Political Homophobia: Sheds Clouds Over the Rainbow
Brazilian President Jair Bolsonaro criticised the country’s recent Supreme Court judgment which ruled to criminalise homophobia, making it a crime equivalent to racism. Bolsonaro went on to say “But we can’t let this place become known as a gay tourism paradise. Brazil can’t be a country of the gay world, of gay tourism. We have families.” Earlier he had also said that “I’d rather have my son die in a car accident than have him show up dating some guy.” This had me thinking as to how such a statement could foster internalised homophobia in a teenage kid who is fighting a secret battle with his/her own individuality every day.

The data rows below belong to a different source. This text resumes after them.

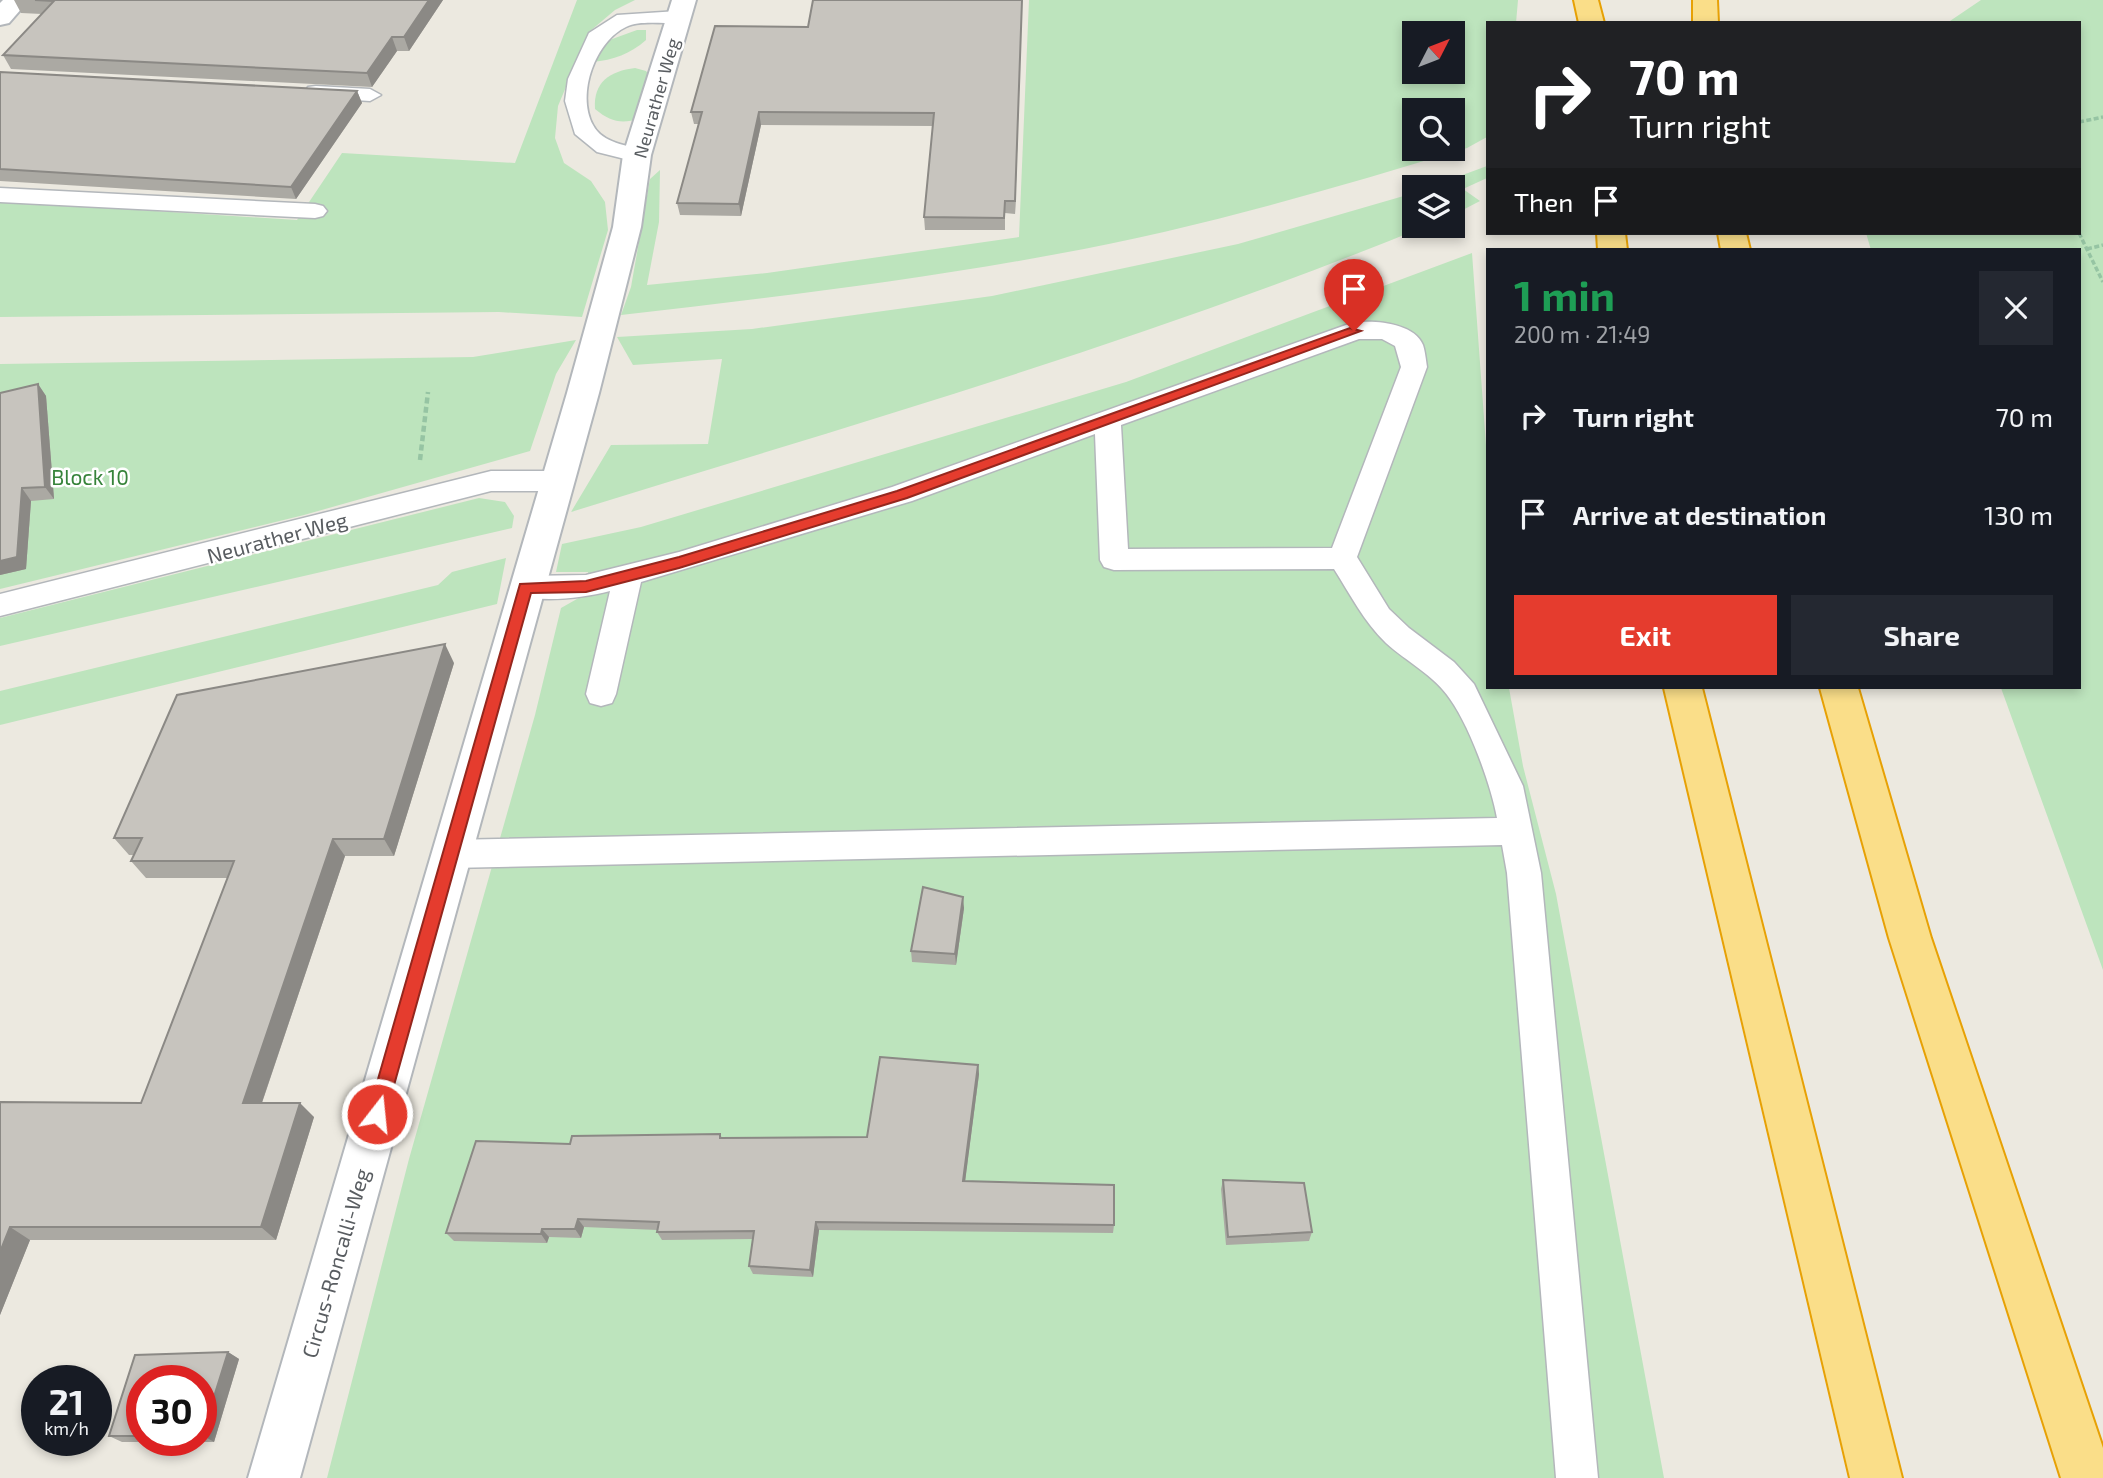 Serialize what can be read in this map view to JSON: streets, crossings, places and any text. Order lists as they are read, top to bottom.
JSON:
{
  "streets": {
    "street": ["Neurather Weg", "Circus-Roncalli-Weg"]
  },
  "crossings": [
    ["Neurather Weg", "Circus-Roncalli-Weg"]
  ],
  "parks": ["Block 10"],
  "north": "top right",
  "page": {
    "turn": ["70 m", "Turn right"],
    "then": "Then",
    "heading": ["1 min", "200 m · 21:49"],
    "list": [
      {
        "name": "Turn right",
        "value": "70 m"
      },
      {
        "name": "Arrive at destination",
        "value": "130 m"
      }
    ],
    "buttons": ["Exit", "Share"],
    "speed": "21 km/h",
    "limit": "30"
  }
}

In this age where we do not provide safe spaces to members of sexual minorities, any such remarks not only further the stigma that surrounds members of the LGBTQ+ community but they also engender self-hate amongst closeted teenagers who are still either questioning or are sadly trying to fit-in according to the conservative standards of the society. However, this was not the first time when the head of a nation unapologetically made homophobic and transphobic remarks.
Philippine President Rodrigo Duterte, while attending a gathering of the Filipino community in Tokyo this June, asserted that he was cured from being gay by his ex-wife. The portrayal of sexual orientation as a disease by someone in power only reflects abuse of the media as a platform to propagate ignorant and loathsome remarks against a minority community which is striving to attain recognition in all the spheres of society today. This propagation is often termed “Political homophobia.” Political homophobia in the previous examples forms one of the ways which leaders employ, in order to build a uniform national identity which condemns western liberal values. It therefore becomes all the more crucial to discern how homophobic and/or transphobic slurs devastatingly impact the mental health of the people belonging to sexual minorities.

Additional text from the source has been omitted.